The Autism Project Celebrates 25 Years of Impact
By: Ariana DeAngelis, M. Ed.When The Autism Project (TAP) was founded in 1997, the Centers for Disease Control and Prevention (CDC) were not yet collecting data on autism in children. In 2000, when the CDC’s Autism and Developmental Disabilities Monitoring (ADDM) Network began calculating the prevalence of autism, it stated that one in 150 children carried an autism diagnosis. Today, 25 years later, roughly one in 44 children has been diagnosed with autism spectrum disorder. As TAP marks its 25th year, we reflect on the changes that have transpired in the autism community and look toward the horizon as we plan our future impact.
The Autism Project was founded by a group of educators who recognized a gap in information and resources specific to educating people with autism. The professionals had little to no training and few resources to support an autistic student or to advise their parents. “The founding mothers of TAP were committed to the idea that parents deserved the same training as the teachers, because we were the ones supporting our kids 24/7 at home,” said Joanne Quinn, executive director of TAP and parent to a young man with autism. “Following a diagnosis, families were often told that the school would take care of our kids,” she continued. “TAP was founded to address this lack of training and information, and to bring evidence-based strategies and interventions and resources to Rhode Island for both parents and professionals.”
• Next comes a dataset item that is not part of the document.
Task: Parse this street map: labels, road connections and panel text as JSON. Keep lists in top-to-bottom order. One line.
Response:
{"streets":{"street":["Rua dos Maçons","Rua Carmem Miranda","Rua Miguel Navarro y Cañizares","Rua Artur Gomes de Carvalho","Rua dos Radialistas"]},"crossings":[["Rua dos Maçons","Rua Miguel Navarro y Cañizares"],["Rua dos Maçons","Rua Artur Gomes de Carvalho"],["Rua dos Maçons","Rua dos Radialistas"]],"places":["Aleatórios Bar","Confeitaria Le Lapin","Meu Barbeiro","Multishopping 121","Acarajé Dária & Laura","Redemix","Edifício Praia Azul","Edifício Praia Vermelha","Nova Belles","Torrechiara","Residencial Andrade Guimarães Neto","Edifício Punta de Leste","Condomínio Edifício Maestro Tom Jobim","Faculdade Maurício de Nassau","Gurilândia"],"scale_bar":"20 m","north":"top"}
Today, TAP offers a variety of services for New England families, self-advocates, and professionals. The Family Support Services (FSS) team is entirely comprised of parents of adult autistic children with extensive training in autism and the best ways to engage and support an autistic individual. When a parent of a newly diagnosed child connects with an FSS team member, that family support specialist can empathize, relate, and share their own experiences. “Our Family Support team is really unique because each person in FSS has walked this road and can help families to navigate the unique journey of having a child with autism. As we say, we get it because we’ve been through it,” noted Quinn
The FSS team curated, over 15 years, a series of workshops called “Parent-to-Parent.” As parents of autistic children, the FSS team teaches other family members and caregivers about various subjects related to autism. “[These workshops have] taught me more to apply with my son and taught me better ways to approach, ask, or interact with him. Continue in your awesomeness and teaching. It is a blessing,” said a father. Families from across the US have reached out to the FSS team for information and guidance. Most recently, “Parent-to-Parent” was hosted virtually by a community on the Navajo Nation in Arizona.
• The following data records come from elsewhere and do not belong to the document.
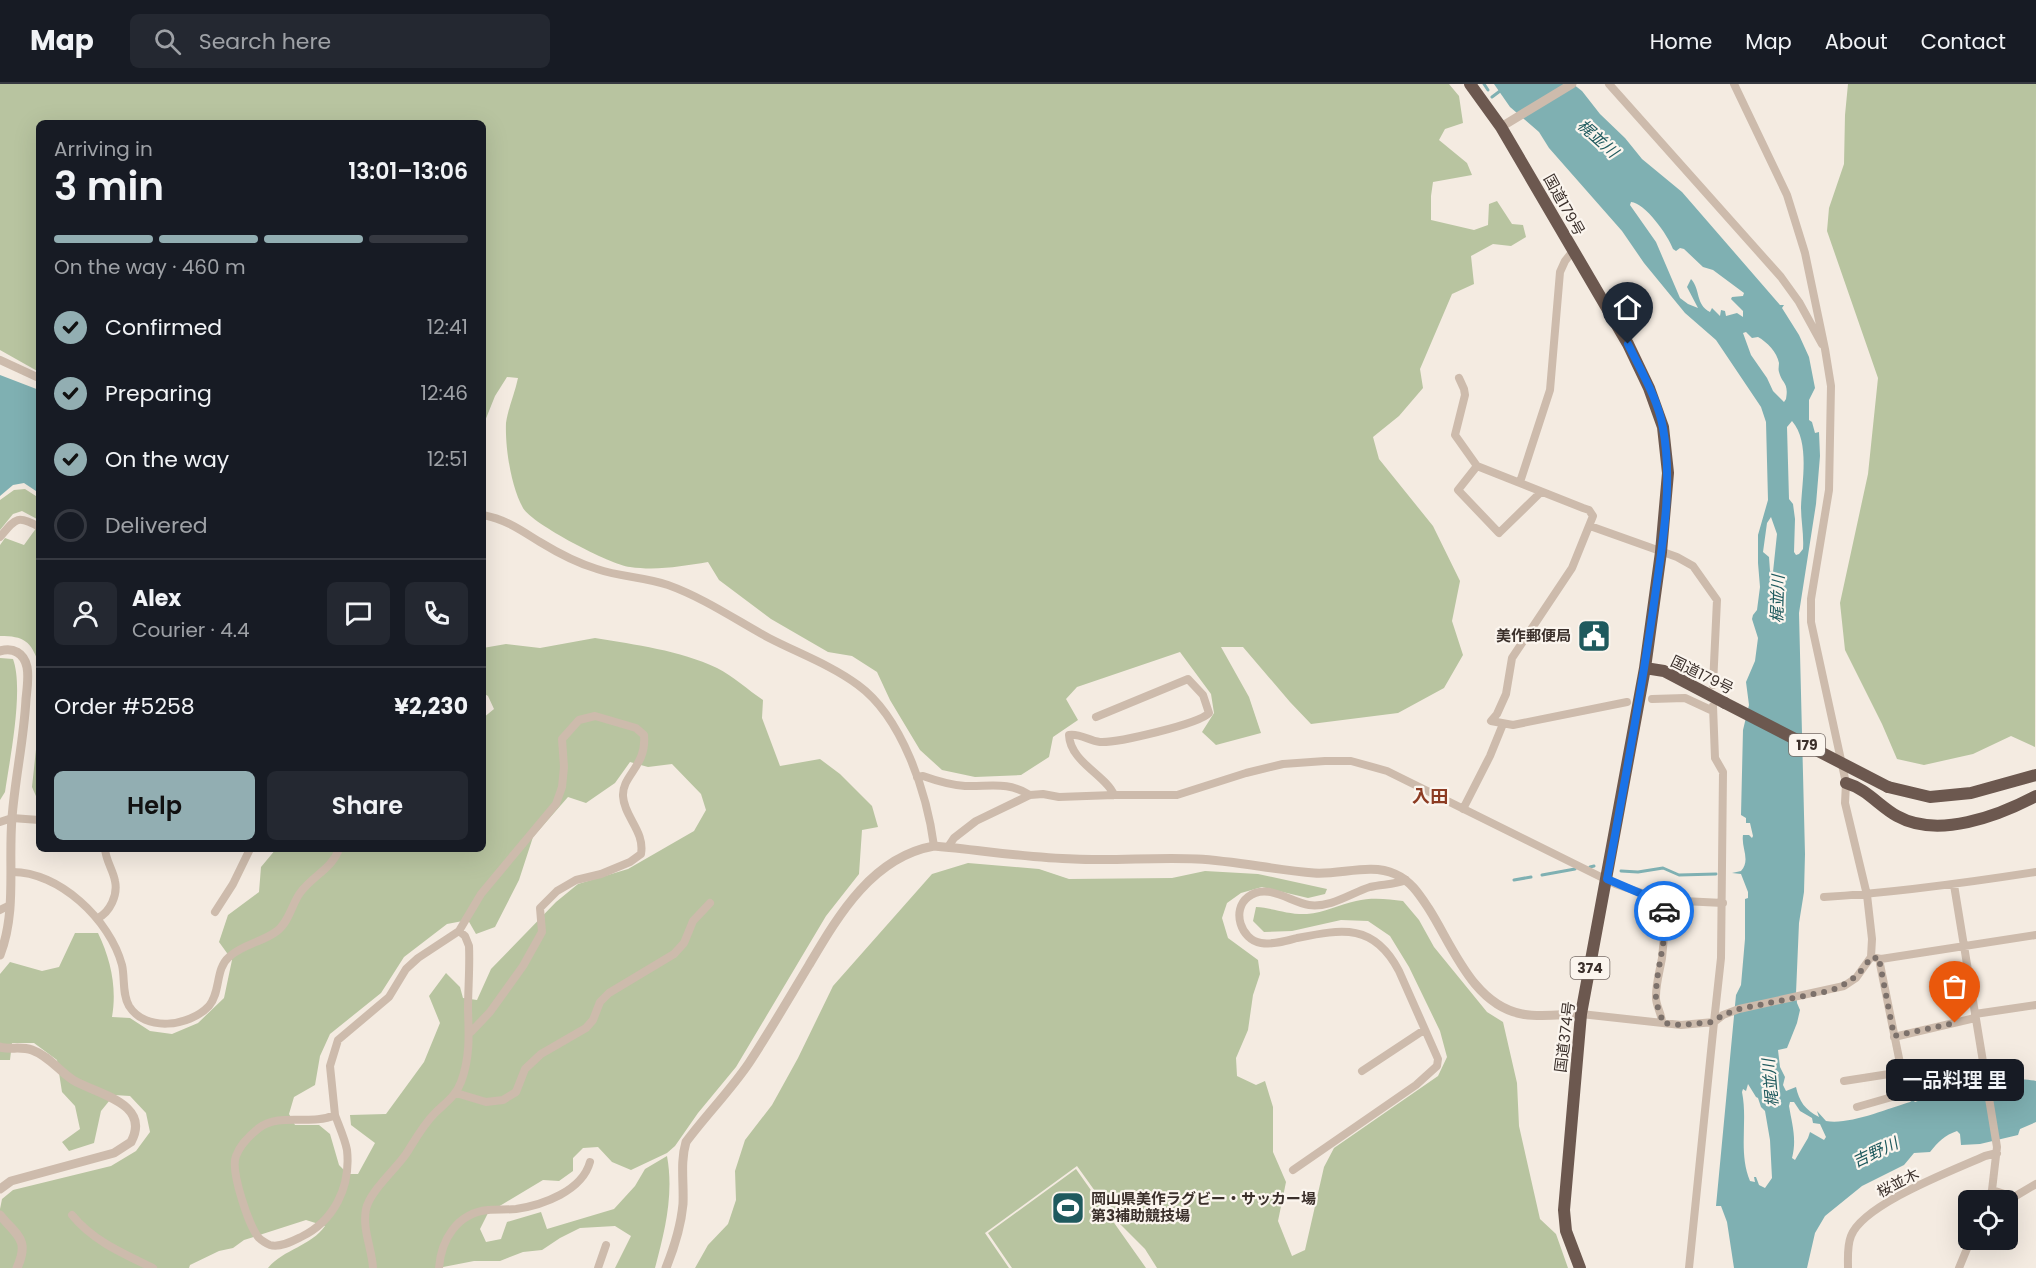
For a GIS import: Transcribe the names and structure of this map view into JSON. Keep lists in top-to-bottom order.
{
  "streets": {
    "highway": [
      "国道179号",
      "179",
      "374",
      "国道374号"
    ],
    "street": ["桜並木"]
  },
  "crossings": [
    ["国道179号", "国道374号"]
  ],
  "districts": ["入田"],
  "water": ["梶並川", "吉野川"],
  "places": {
    "public building": ["美作郵便局"],
    "other": ["一品料理 里"],
    "sports": ["岡山県美作ラグビー・サッカー場 第3補助競技場"]
  },
  "page": {
    "header": "Map",
    "search": "Search here",
    "nav": [
      "Home",
      "Map",
      "About",
      "Contact"
    ],
    "heading": ["3 min", "Arriving in", "13:01–13:06"],
    "panel": [
      "Alex",
      "Courier · 4.4",
      "Order #5258",
      "¥2,230"
    ],
    "bar": "On the way · 460 m",
    "list": [
      ["Confirmed", "12:41"],
      ["Preparing", "12:46"],
      ["On the way", "12:51"],
      "Delivered"
    ],
    "buttons": ["Help", "Share"],
    "bubble": "一品料理 里"
  }
}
The professional training team at The Autism Project provides an array of workshops, series, and professional development days for teachers, employers, community workers, and medical professionals. Covering topics from “Autism Thinking: Understanding the Core Challenges of ASD” to “Supporting Self-Regulation,” the training team arms professionals with the information and skills necessary to support the autistic population they serve. Said one recent participant, “I would suggest that [everyone] watch this [training], so that they have a better understanding of what our students with ASD experience. It was literally breathtaking and provided me with such a better understanding so that I can help our students be more comfortable and understood.”
The professional training team has also moved to bring TAP training to organizations across the US and internationally. The Autism Project trained in British Columbia, Ontario, Belarus, South Korea, South Africa, Dominican Republic, Chile, and Eswatini. As part of the “25 Hours for 25 years” initiative, TAP is working to donate 25 hours of training to honor TAP’s 25th anniversary. So far, TAP has donated trainings to Eswatini, Dominican Republic, Chile, and Crossroads Rhode Island. We are truly grateful to pass on the knowledge we have acquired over the last 25 years.
Direct work with the autistic population takes place through TAP’s social skills groups and summer camp. Social groups for children, five-years-old and over, and young adults with autism, are designed to strengthen their social interaction and communication skills. These social groups offer the opportunity to foster positive peer relationships, engage in shared experiences, work on life-skills, social judgment, and build self-esteem. Our social skills staff transitions to summer camp, Camp WANNAGOAGAIN!, during two weeks in the summer. The purpose of camp is to provide a safe, supported, and fun camp experience for children, young adults, and teens with ASD.
As The Autism Project moves through its 25th year, we do so with immeasurable gratitude to our greatest teachers: the autistic community. The children and adults who we have worked with and learned from over these last 25 years have provided invaluable information and insights. We thank you for your wisdom and patience and look forward to the next 25 years of collaboration.
Note: This article uses both “person-first” and “diagnosis-first” language, as we have been asked by members of our community to use both types of language when referencing those on the spectrum.